Marco, where did you get your K&N filter and what serial number did it have on the box. I am considering this after opening the restrictive airbox. I might even try to smooth the interior of the box and remove any baffles. 
Another idea I have is to open the airbox, smooth it out and mount a cone filter on the end of the MAF and place reinstall the top of the box. I have done this in my 24V and have had good results even though I had to trim the lid to make the filter fit. I am hopeful that no trimming will be needed on the W8 due to the size of the box.


----------



## Maurizio (Jul 15, 2004)

*Re: (CoolWhiteWolfsburg)*

CoolWhite, The K&N drop in filter is the same one that fits all Passats.
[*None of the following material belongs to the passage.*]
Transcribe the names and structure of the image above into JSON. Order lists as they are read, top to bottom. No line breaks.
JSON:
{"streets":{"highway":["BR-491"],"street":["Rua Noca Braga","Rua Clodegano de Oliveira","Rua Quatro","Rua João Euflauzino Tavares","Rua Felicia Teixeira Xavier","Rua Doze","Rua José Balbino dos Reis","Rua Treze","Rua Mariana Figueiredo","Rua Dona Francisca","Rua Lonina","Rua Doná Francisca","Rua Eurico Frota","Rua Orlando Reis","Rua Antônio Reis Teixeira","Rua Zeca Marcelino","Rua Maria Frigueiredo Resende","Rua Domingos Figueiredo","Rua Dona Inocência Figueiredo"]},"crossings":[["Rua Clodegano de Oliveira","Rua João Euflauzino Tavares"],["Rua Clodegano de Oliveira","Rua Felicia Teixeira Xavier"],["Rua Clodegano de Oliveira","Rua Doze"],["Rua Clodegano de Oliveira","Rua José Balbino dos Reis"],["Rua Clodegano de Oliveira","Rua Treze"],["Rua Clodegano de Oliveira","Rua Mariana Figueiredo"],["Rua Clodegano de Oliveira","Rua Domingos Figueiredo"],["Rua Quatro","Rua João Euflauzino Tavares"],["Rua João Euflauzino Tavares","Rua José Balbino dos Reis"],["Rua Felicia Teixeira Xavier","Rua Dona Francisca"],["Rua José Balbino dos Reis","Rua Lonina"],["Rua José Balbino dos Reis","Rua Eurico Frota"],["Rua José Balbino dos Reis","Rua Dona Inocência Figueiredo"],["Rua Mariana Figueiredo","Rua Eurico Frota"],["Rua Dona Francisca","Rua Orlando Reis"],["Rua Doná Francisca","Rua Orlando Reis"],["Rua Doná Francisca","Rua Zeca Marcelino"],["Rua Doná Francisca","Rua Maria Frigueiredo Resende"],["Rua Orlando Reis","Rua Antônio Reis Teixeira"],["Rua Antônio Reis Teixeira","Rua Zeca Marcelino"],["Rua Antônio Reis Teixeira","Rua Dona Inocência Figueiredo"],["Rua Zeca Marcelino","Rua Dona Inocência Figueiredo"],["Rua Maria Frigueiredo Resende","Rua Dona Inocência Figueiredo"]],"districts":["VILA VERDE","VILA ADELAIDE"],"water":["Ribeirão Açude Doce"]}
Don't recall the number right now, but will look tonight if i still have the box. You can probably find it in stock at a PepBoys, or at least order it. 
The W8 intake is about as good as it gets. It draws straight from the grill; the configuration is optimal, given the limited space, and I felt there were no real internal flow issues. In short, I would just drop in the filter.
As in any application, you are not likely to see much difference if you only open the front end of the pipe (filter) without also opening the back end of the pipe (mufflers). Do that, and you will be stunned at the difference. Marco


----------



## Marco Pardi (Jun 14, 2002)

*pictures*

VWGUY, I've got an e-mail loading with pictures for you. However, my computer tells me that the 4 pictures could take as long as four hours to load. My wife had a bowel movement when she saw that. Will try my best - to send them, that is. Marco


----------



## zedbyers (Aug 2, 2003)

*Re: pictures (Marco Pardi)*

Marco, any chance you could get some sound recordings of the exhaust note?
i was behind my gf, in another vehicle, who was driving the w8 a few weeks ago and she opened it up. it sounded fabulous and i can only imagine what it sounds like with those edelbrocks on there


----------



## Marco Pardi (Jun 14, 2002)

*Re: pictures (zedbyers)*

zedbyers, I wish I could. Unfortunately, I don't have the equipment to do that. My aol takes huge amounts of time to load even digital pictures, and I don't have a way of recording the sound. Sorry. But, you're right. I have a Monsoon stero & 6CD changer, and often just don't even turn it on. Marco


----------



## anosis03 (Mar 15, 2004)

*Re: pictures (Marco Pardi)*

Marco,
You had quiet a gain in gas mileage with the new exhaust. I replaced the down-pipes from the resonator all the way to the exhausts from 2" to 2.5" and replaced the exhausts with magnaflow's. Yes I know not the traditional way of replacing exhausts, but the sound is awesome and I can definately feal an increase in power in the upper band and by gas mileage increased by about 2-3 MPG.
I am thinking of getting an ram air kit, though have not found anything specific to the W8. I might just fabricate something that will work.
I got the 03 wagon with the 6sp and sports package and was not at all happy with the suspension, thus installed the eibach sport springs and it looks great. The ride has gotten a bit stiffer, but it is still OK. Maybe now that Arnold is taking care of CA, he will get some budget approved to get our darn roads fixed.


----------



## Maurizio (Jul 15, 2004)

*Re: pictures (anosis03)*

anosis, (this is Marco - just on a different computer) Yes, the mileage gain was tremendous with the Edelbrocks. At first, I thought my gauge was faulty.
I'm puzzled by your reference to the resonator pipes. My resonator - on my '03 Variant - is like a dimpled frisbee; not very large, and apparently just crimped to break up the harmonic waves. Freeing the exhausts shifted the wave zenith to the area immediately behind the resonator, necessitating undercoating the tire well to suppress low end drone.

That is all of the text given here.